De UV-index meet de hoeveelheid schadelijke ultraviolette zonnestraling die naar verwachting het aardoppervlak zal bereiken wanneer de zon het hoogst aan de hemel staat, over het algemeen tussen de middaguren van 10.00 uur en 14.00 uur. De hoeveelheid UV-straling wordt meestal bepaald door de positie van de zon aan de hemel, ozonniveaus en bewolking. UV-niveaus pieken in de zomer en zijn het laagst in de winter.
Mars op aarde
Cabrol en haar collega’s waren niet van plan om recordhoge UV-niveaus te vinden toen ze in de jaren 2000 de Licancabur-vulkaan bezochten. In plaats daarvan zochten ze naar omgevingen op aarde die vergelijkbaar waren met Mars.
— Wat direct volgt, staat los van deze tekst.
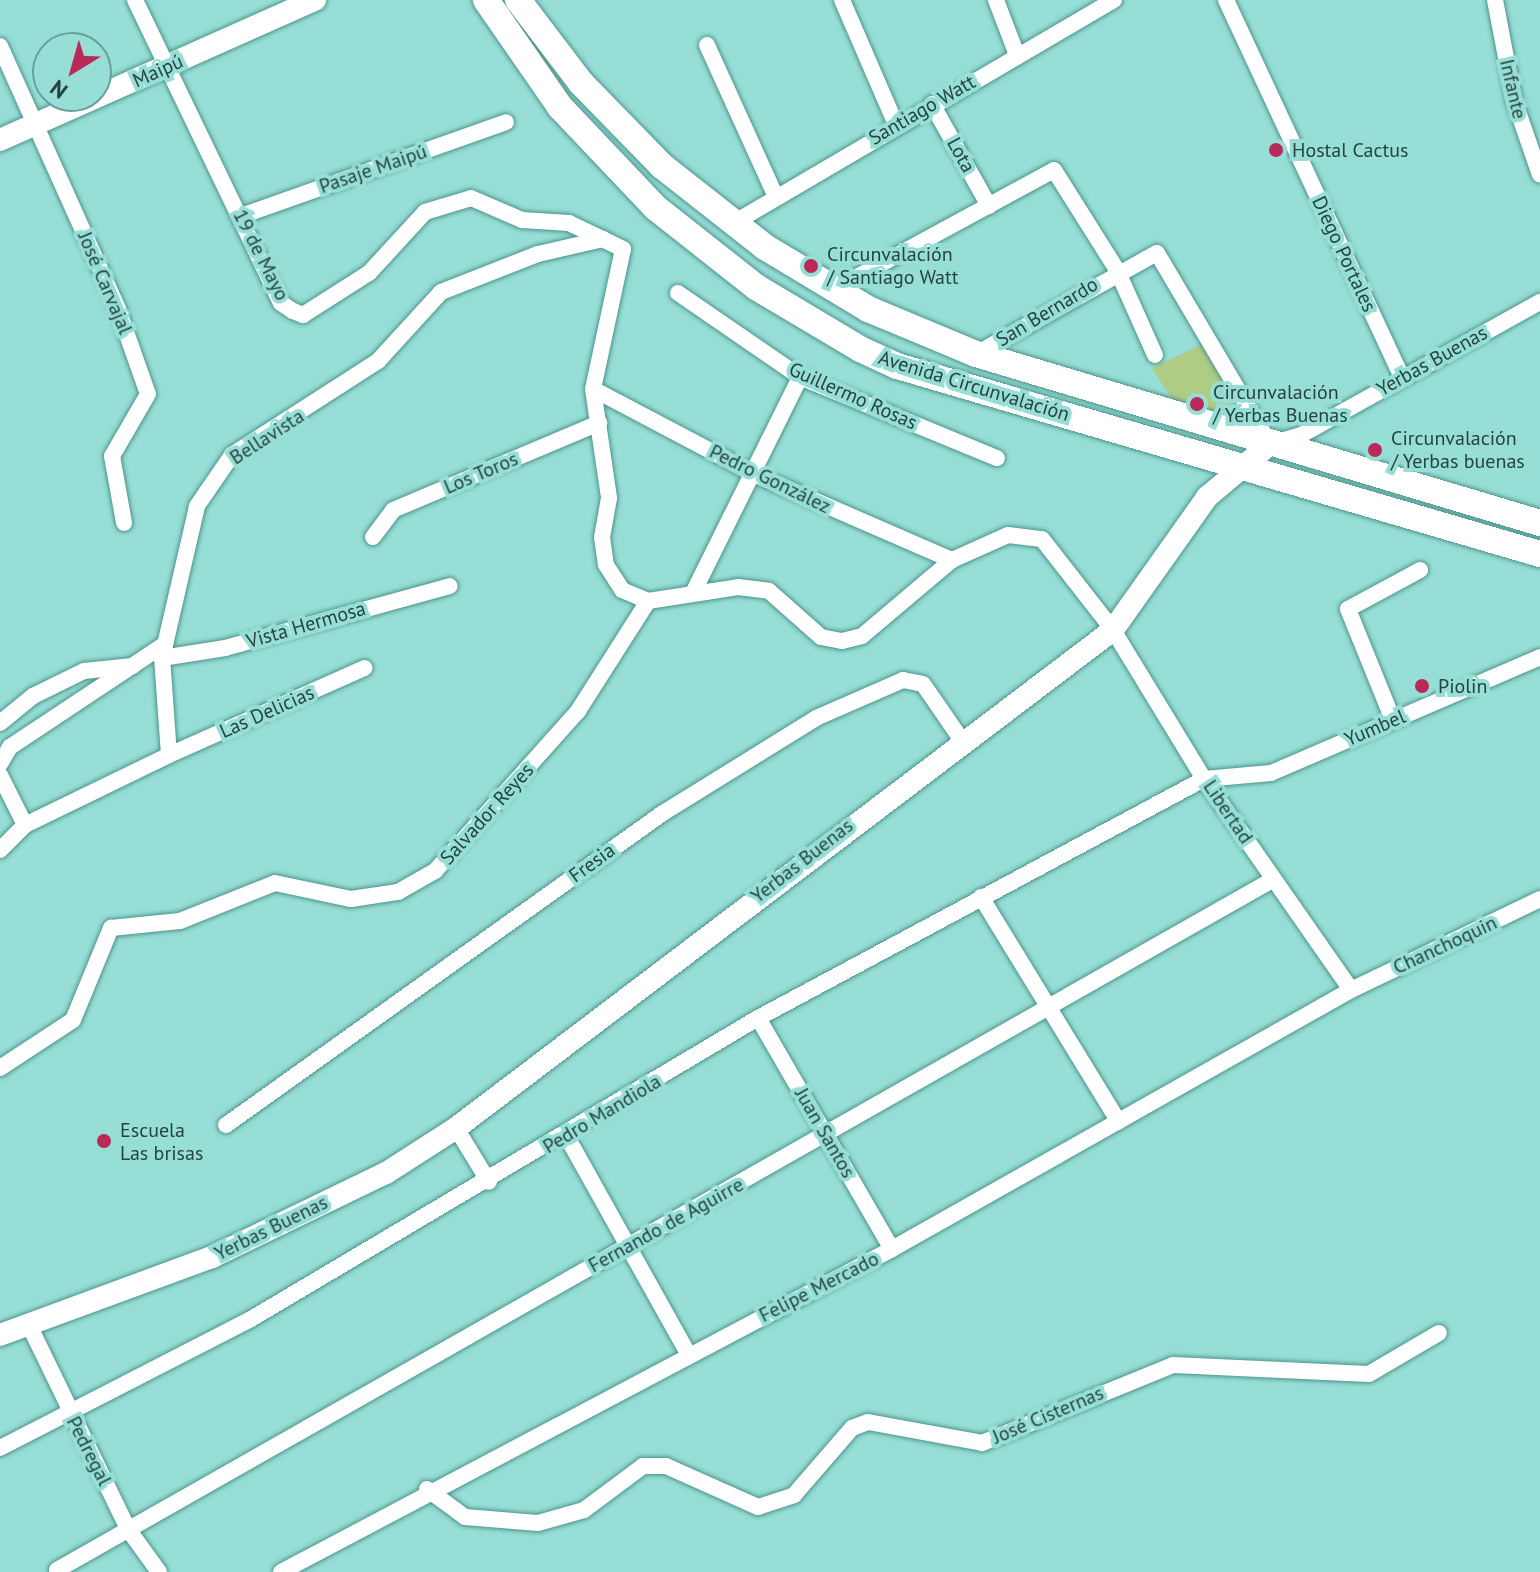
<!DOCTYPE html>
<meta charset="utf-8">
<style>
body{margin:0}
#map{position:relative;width:1540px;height:1572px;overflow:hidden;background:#96ded6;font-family:"PT Sans",sans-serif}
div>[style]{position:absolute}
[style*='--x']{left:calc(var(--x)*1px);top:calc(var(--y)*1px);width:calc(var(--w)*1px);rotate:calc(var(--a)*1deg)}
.green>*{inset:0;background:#aecc83}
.roads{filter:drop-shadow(0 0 2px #4d948d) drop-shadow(0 0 2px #4d948d)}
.street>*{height:16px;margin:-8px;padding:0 8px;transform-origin:8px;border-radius:8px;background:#fff}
.secondary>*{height:22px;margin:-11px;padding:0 11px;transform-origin:11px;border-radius:11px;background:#fff}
.primary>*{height:26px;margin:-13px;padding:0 13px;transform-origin:13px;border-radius:13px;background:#fff}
.dots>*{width:22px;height:22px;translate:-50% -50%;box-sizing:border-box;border:4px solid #96ded6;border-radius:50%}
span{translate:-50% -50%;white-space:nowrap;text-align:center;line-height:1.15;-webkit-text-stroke:8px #96ded6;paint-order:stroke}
.street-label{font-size:20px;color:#25433f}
.poi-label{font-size:20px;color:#25433f}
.left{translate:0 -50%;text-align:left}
.north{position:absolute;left:32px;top:32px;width:80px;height:80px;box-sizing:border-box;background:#96ded6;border:2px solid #69a09a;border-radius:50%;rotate:217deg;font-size:22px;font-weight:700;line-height:32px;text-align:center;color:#25433f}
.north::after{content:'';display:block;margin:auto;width:28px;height:36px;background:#b92a58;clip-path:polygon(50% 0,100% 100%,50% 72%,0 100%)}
</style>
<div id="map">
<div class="green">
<i style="clip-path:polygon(1205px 343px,1247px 415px,1238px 427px,1178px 409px,1152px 368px)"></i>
</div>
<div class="roads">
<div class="street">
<i style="--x:135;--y:0;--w:336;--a:64.3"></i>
<i style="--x:281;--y:303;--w:14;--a:34"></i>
<i style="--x:293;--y:311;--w:11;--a:22"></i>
<i style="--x:303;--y:315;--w:78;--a:-32.5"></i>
<i style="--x:369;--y:273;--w:83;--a:-47.4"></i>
<i style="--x:425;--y:212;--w:48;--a:-16.9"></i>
<i style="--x:471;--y:198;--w:56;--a:23.3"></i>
<i style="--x:522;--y:220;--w:47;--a:3.7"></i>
<i style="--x:569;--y:223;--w:60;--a:25.7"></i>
<i style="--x:623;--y:249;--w:143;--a:102.1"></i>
<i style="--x:593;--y:389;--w:110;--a:81.6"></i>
<i style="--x:609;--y:498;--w:40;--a:100"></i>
<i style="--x:602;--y:537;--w:28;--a:82"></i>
<i style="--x:606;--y:565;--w:30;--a:57"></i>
<i style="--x:622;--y:590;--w:28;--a:23"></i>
<i style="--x:648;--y:601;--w:91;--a:-8.8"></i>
<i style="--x:738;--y:587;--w:31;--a:7"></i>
<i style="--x:769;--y:591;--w:69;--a:41.5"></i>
<i style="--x:821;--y:637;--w:21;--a:11"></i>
<i style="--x:842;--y:641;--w:21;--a:-14"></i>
<i style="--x:862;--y:636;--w:118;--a:-40.2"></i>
<i style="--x:952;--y:560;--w:61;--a:-24.1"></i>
<i style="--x:1008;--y:535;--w:34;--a:7"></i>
<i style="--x:1042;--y:539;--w:115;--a:52"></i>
<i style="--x:1113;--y:630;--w:175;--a:58.6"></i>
<i style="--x:1204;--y:779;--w:257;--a:55.1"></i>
<i style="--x:842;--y:0;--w:136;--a:66.6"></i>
<i style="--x:996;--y:0;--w:59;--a:69.1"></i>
<i style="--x:1226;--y:0;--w:417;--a:65"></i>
<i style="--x:1495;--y:0;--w:102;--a:79.2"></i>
<i style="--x:1514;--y:100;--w:79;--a:70.9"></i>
<i style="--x:707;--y:45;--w:165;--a:65.6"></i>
<i style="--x:0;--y:46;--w:288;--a:65.8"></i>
<i style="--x:118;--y:309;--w:90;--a:70.6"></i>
<i style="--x:148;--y:394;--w:72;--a:120.1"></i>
<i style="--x:112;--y:456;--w:68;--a:79.8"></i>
<i style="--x:932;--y:104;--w:117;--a:60.8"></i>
<i style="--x:241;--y:216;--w:281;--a:-19.5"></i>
<i style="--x:732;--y:224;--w:443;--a:-30.4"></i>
<i style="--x:833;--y:290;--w:251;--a:-28.5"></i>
<i style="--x:1054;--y:170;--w:118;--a:57.8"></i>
<i style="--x:1117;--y:270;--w:93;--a:65.9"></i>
<i style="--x:678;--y:293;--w:148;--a:34.5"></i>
<i style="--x:800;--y:377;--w:213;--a:22.4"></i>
<i style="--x:976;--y:354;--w:207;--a:-29.2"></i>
<i style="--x:1157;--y:253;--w:222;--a:59.4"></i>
<i style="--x:1270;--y:444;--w:32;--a:-16"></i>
<i style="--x:1301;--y:435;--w:274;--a:-29.1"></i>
<i style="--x:593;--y:389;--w:182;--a:27.8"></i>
<i style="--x:754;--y:474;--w:216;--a:23.5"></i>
<i style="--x:373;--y:537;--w:34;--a:-53"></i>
<i style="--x:393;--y:510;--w:224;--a:-22.9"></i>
<i style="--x:694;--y:591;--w:239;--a:-63.6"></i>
<i style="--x:162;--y:658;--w:64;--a:-9"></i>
<i style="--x:225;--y:648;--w:233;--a:-15.4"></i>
<i style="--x:1393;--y:720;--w:120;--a:-112.1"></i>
<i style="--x:1348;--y:609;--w:82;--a:-28.4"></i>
<i style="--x:0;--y:723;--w:43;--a:-39.3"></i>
<i style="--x:33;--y:696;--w:57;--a:-26.1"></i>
<i style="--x:84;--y:671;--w:49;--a:-5.8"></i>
<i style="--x:169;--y:755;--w:214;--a:-24"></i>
<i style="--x:0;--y:764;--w:20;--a:-60"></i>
<i style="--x:10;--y:747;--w:186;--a:-33.6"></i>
<i style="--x:0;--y:775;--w:56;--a:63.4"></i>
<i style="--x:0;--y:850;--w:35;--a:-45"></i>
<i style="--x:25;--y:825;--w:160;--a:-25.9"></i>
<i style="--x:169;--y:755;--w:97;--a:-94.1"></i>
<i style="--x:162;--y:658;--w:156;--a:-77"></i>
<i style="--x:197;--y:506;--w:62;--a:-55.5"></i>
<i style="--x:232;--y:455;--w:174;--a:-32.8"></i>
<i style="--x:378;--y:361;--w:93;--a:-47.6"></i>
<i style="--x:441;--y:292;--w:104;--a:-21.4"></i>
<i style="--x:538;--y:254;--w:67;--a:-13"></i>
<i style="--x:981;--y:897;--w:263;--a:58.5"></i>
<i style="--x:758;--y:1018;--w:267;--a:59.9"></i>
<i style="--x:0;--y:1068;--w:87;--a:-33.3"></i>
<i style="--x:73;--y:1020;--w:100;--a:-67.6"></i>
<i style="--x:111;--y:928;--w:69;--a:-5.8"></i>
<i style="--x:180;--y:921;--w:102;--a:-21.8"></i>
<i style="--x:275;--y:883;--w:78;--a:11.9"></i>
<i style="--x:351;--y:899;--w:48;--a:-8.5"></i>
<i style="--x:398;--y:892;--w:43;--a:-29.6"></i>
<i style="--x:435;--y:871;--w:215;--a:-48.2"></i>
<i style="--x:578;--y:711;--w:130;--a:-57.5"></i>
<i style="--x:226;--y:1125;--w:537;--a:-35.53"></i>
<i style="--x:663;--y:813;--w:180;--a:-31.8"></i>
<i style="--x:816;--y:718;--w:95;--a:-23.6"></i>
<i style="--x:903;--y:680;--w:20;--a:11"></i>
<i style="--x:923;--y:684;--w:67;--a:55.4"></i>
<i style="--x:456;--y:1128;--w:63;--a:58.6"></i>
<i style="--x:567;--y:1137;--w:250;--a:60.8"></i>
<i style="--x:29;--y:1325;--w:227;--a:64.1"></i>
<i style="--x:128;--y:1529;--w:53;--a:54.2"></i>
<i style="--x:0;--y:1448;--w:282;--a:-27.2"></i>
<i style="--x:251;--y:1319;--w:590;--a:-30.7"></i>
<i style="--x:758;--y:1018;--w:506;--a:-28.19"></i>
<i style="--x:1204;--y:779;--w:67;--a:-5.1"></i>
<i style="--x:1271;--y:773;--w:293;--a:-23.3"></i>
<i style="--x:427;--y:1489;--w:47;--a:36.4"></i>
<i style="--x:465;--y:1517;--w:73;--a:4.7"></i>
<i style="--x:538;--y:1523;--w:48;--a:-15.8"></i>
<i style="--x:584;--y:1510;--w:74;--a:-36.7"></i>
<i style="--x:643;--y:1466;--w:23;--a:0"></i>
<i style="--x:666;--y:1466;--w:101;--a:24"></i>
<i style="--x:758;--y:1507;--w:38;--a:-18"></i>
<i style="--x:794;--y:1495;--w:89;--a:-49.1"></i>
<i style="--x:852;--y:1428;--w:17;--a:-21"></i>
<i style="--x:868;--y:1422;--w:116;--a:10.4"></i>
<i style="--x:982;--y:1443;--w:206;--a:-22.2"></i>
<i style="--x:1173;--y:1365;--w:196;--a:2.6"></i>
<i style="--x:1369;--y:1374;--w:81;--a:-30.4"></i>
<i style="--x:57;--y:1570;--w:1399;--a:-29.59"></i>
<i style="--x:281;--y:1572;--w:691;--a:-27.86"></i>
<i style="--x:892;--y:1249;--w:527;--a:-29.43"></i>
<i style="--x:1351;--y:990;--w:210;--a:-25.7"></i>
</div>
<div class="secondary">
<i style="--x:0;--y:140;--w:345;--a:-24"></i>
<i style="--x:0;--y:1335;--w:226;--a:-20.2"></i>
<i style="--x:212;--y:1257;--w:193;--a:-25.8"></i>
<i style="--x:386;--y:1173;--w:83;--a:-32.7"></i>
<i style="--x:456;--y:1128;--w:824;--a:-37.16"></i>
<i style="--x:1113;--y:630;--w:163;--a:-54.7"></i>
<i style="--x:1207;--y:497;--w:82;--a:-40.1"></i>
</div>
<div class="primary">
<i style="--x:486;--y:0;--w:130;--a:55.3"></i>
<i style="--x:560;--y:107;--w:139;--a:46.5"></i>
<i style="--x:656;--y:208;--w:127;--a:38.3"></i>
<i style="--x:756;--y:287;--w:121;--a:30.8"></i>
<i style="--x:860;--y:349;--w:41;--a:24.7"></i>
<i style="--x:897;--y:366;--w:670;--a:16.3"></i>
<i style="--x:518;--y:0;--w:104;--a:52.8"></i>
<i style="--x:581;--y:83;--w:116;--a:45.7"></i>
<i style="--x:662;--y:166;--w:131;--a:38.2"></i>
<i style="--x:765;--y:247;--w:120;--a:31"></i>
<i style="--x:868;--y:309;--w:117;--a:22.6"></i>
<i style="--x:976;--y:354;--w:589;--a:16.68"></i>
</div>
</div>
<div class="dots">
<i style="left:1276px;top:150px;background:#b92a58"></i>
<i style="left:811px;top:266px;background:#b92a58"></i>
<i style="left:1197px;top:404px;background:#b92a58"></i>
<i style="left:1375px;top:450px;background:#b92a58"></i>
<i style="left:1422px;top:686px;background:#b92a58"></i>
<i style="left:104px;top:1141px;background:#b92a58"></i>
</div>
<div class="street-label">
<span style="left:158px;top:71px;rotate:-24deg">Maipú</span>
<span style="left:1513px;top:89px;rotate:77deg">Infante</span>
<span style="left:922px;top:110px;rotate:-30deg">Santiago Watt</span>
<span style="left:961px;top:155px;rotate:61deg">Lota</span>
<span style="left:373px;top:169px;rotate:-19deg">Pasaje Maipú</span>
<span style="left:1344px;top:254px;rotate:65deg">Diego Portales</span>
<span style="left:261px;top:255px;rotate:63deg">19 de Mayo</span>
<span style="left:105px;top:283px;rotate:67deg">José Carvajal</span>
<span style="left:1047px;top:312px;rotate:-31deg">San Bernardo</span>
<span style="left:1432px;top:361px;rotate:-29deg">Yerbas Buenas</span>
<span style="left:974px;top:386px;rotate:17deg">Avenida Circunvalación</span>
<span style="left:853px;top:396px;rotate:24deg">Guillermo Rosas</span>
<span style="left:267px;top:437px;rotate:-33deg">Bellavista</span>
<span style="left:481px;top:473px;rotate:-23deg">Los Toros</span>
<span style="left:770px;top:479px;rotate:26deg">Pedro González</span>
<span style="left:306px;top:625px;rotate:-16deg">Vista Hermosa</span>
<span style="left:267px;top:712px;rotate:-24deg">Las Delicias</span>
<span style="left:1375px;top:728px;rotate:-23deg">Yumbel</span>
<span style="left:1228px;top:812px;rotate:56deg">Libertad</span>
<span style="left:487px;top:814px;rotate:-48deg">Salvador Reyes</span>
<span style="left:802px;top:861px;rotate:-38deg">Yerbas Buenas</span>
<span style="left:592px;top:863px;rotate:-36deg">Fresia</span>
<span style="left:1445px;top:945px;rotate:-25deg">Chanchoquin</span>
<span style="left:602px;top:1114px;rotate:-31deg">Pedro Mandiola</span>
<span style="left:825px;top:1133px;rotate:60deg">Juan Santos</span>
<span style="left:666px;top:1225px;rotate:-29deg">Fernando de Aguirre</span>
<span style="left:271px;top:1228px;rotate:-26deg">Yerbas Buenas</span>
<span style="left:819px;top:1287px;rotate:-27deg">Felipe Mercado</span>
<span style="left:1048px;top:1415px;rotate:-23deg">José Cisternas</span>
<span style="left:89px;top:1451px;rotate:63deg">Pedregal</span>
</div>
<div class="poi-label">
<span class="left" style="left:1292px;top:150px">Hostal Cactus</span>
<span class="left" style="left:827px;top:266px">Circunvalación<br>/ Santiago Watt</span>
<span class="left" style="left:1213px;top:404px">Circunvalación<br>/ Yerbas Buenas</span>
<span class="left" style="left:1391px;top:450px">Circunvalación<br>/ Yerbas buenas</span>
<span class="left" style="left:1438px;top:686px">Piolin</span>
<span class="left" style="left:120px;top:1142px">Escuela<br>Las brisas</span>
</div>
<div class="north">N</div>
</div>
Tijdens het door NASA gefinancierde project onderzochten Cabrol en haar collega’s hooggelegen meren in de Andes om inzicht te krijgen in hoe leven evolueert in extreme omgevingen. Het meer op de top van de Licancabur-vulkaan werd onderzocht op zijn overeenkomsten met de Gusev-krater op Mars, de landingsplaats voor NASA’s Marsrover Spirit in 2004.
Omdat het team in de eerste plaats op zoek was naar Mars-tegenhangers en vreemd leven, zoals de extremofielen die gedijen in deze barre omgevingen, realiseerden ze zich pas jaren nadat hun veldwerk was voltooid dat hun instrumenten een enorme piek in UV-niveaus hadden opgepikt. En aanvankelijk waren de waarden zo hoog dat zij dachten dat de UV-gegevens het resultaat waren van een instrumentfout, aldus Cabrol. Maar twee dosimeters geplaatst meer dan 6 mijl (10 km) uit elkaar zagen dezelfde pieken op hetzelfde moment, zei ze.
Cabrol zei dat het team hun waarnemingen wilde verifiëren met een tegenbezoek, om meer monitoring gegevens van Licancabur op te halen, maar politieke instabiliteit in Bolivia verhinderde een andere reis.
Cabrol denkt dat een UV-monitoringprogramma in de Andeslanden, vergelijkbaar met die welke al in Australië en Nieuw-Zeeland bestaan, meer licht zou werpen op de extreme UV-niveaus op grote hoogten, en een betere bescherming zou bieden aan de mensen die op de Altiplano wonen.
“Als we een manier hadden om deze gebeurtenissen te monitoren en beter te begrijpen hoe ze ontstaan, dan zouden we een alarmsysteem kunnen ontwikkelen zodat mensen binnen kunnen blijven en beschermd zijn,” zei Cabrol.
De nieuwe resultaten werden vandaag (8 juli) gepubliceerd in het tijdschrift Frontiers in Environmental Science.